Nelle fasi di intervento in emergenza, la localizzazione del danno sul territorio da parte delle strutture deputate al soccorso ha compiuto passi molto in avanti ed è arrivata ad un buon livello. Mentre ancora si sta lavorando a quelli che sono i “sistemi di preallarme” i cosidetti “Early warning“, che nel caso di eventi sismici sono particolarmente complessi, data la tempistica in gioco. Tutto ciò però non ha avuto un parallelo di collaborazione da parte del cittadino per diversi motivi, alcuni dei quali comprensibili, tra cui quello culturale e di digital divide.

Un passo in avanti oggi è già possibile, grazie anche all’affermazione del modello dell’Open Data da una parte e da forme sempre più semplici ed accessibili di comunicazione come Twitter. Basti pensare che l’Istituto Nazionale di Geofisica e Vulcanologia ha affidato a tale strumento la sperimentazione del Servizio di informazione sui terremoti, in “tempo quasi reale”.

La soluzione a questi tipo di problematiche sta in una integrazione delle tecnologie al momento esistenti, con la creazione di piattaforme informative di comunicazione all’interno di geoportali. Distinguendo una parte relativa al coordinamento dell’informazione e dei dati spaziali, da una collaborativa e visualizzativa.

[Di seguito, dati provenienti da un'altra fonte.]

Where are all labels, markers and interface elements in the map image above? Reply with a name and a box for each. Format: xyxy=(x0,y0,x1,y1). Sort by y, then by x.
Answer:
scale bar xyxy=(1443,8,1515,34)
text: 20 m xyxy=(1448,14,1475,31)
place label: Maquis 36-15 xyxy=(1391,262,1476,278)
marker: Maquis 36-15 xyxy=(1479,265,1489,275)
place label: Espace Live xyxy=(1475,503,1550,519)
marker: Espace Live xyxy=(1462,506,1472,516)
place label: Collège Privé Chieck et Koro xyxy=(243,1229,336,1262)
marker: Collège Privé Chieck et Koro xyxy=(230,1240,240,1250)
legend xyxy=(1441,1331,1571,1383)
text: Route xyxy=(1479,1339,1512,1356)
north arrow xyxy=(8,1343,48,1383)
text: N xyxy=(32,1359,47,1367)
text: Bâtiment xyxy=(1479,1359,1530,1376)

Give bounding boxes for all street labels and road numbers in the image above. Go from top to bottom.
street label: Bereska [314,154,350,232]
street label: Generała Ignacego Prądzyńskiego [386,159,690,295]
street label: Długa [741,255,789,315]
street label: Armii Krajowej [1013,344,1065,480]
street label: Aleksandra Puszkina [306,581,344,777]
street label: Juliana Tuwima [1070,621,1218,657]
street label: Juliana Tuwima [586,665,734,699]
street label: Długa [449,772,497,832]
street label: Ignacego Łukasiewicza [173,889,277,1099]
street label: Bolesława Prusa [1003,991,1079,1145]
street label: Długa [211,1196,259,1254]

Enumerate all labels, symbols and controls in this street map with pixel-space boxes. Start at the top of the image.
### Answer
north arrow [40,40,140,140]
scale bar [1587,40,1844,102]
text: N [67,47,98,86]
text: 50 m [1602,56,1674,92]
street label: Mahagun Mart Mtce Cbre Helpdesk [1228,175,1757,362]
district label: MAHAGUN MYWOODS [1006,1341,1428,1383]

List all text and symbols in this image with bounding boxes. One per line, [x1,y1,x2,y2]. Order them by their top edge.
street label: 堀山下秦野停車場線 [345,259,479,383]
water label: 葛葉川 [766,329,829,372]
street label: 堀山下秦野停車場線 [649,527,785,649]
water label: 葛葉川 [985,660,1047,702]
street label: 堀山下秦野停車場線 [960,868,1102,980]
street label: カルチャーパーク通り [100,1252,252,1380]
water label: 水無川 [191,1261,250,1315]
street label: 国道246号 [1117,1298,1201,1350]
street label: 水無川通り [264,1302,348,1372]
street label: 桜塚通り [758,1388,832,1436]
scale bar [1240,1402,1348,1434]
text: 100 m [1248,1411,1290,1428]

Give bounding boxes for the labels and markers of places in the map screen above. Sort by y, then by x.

Questi concetti sono stati affontati in un progetto pilota sviluppato dal Centro Intercomunale di Protezione Civile – Colline Marittime e Bassa Val di Cecina, incentrato molto sugli aspetti comunicativi. Un valido strumento web che ci permette di rendere possibile l’operazione di geolocalizzazione di segnalazioni, di fenomenologie con la creazione di mappe condivise è Ushahidi, un progetto Open Source sviluppato in Africa, che basa i suoi concetti sul Crowdsourcing che in tal caso si definisce come Crowdmap. Ushaihidi è stato impiegato in emergenze di carattere internazionale come le rivolte in africane e il terremoto ad Haiti e molte altre situazioni di crisi. Anche in altri progetti italiani di informazione condivisa si è fatto ricorso a questo strumento e sono qui raccolti.

Chi ha il compito di gestire la mole di dati geospaziali sensibili condivisi da tutte le Componenti del Sistema, ha la necessità di utilizzare un applicativo web particolarmente robusto, che abbia la capacità di sopportare in momenti critici di grande flusso di traffico informativo, un’enorme multiutenza. Questo deve anche operare attraverso gli Standard OGC.

Google ha da poco attivato sperimentalmente una nuova funzione rivolta alle emergenze, al momento attiva solo per il territorio statunitense, ma con l’obiettivo di svilupparla per tutti i paesi: Google Public Alert.

Naturalmente quanto detto non può prescindere, come già accennato in partenza, del valore della formazione sulla cultura e dei rischi, che deve entrare a far parte al pari di una sensibilità ambientale, come forma di educazione civica sin dalla tenera età scolare. Questo percorso porta ad un naturale sviluppo di comportamenti di autoprotezione e di organizzazione condivisa. I diligenti bambini giapponesi con i loro caschetti colorati, pronti a mettersi sotto il banco in caso di scossa di terremoto, devono far riflettere.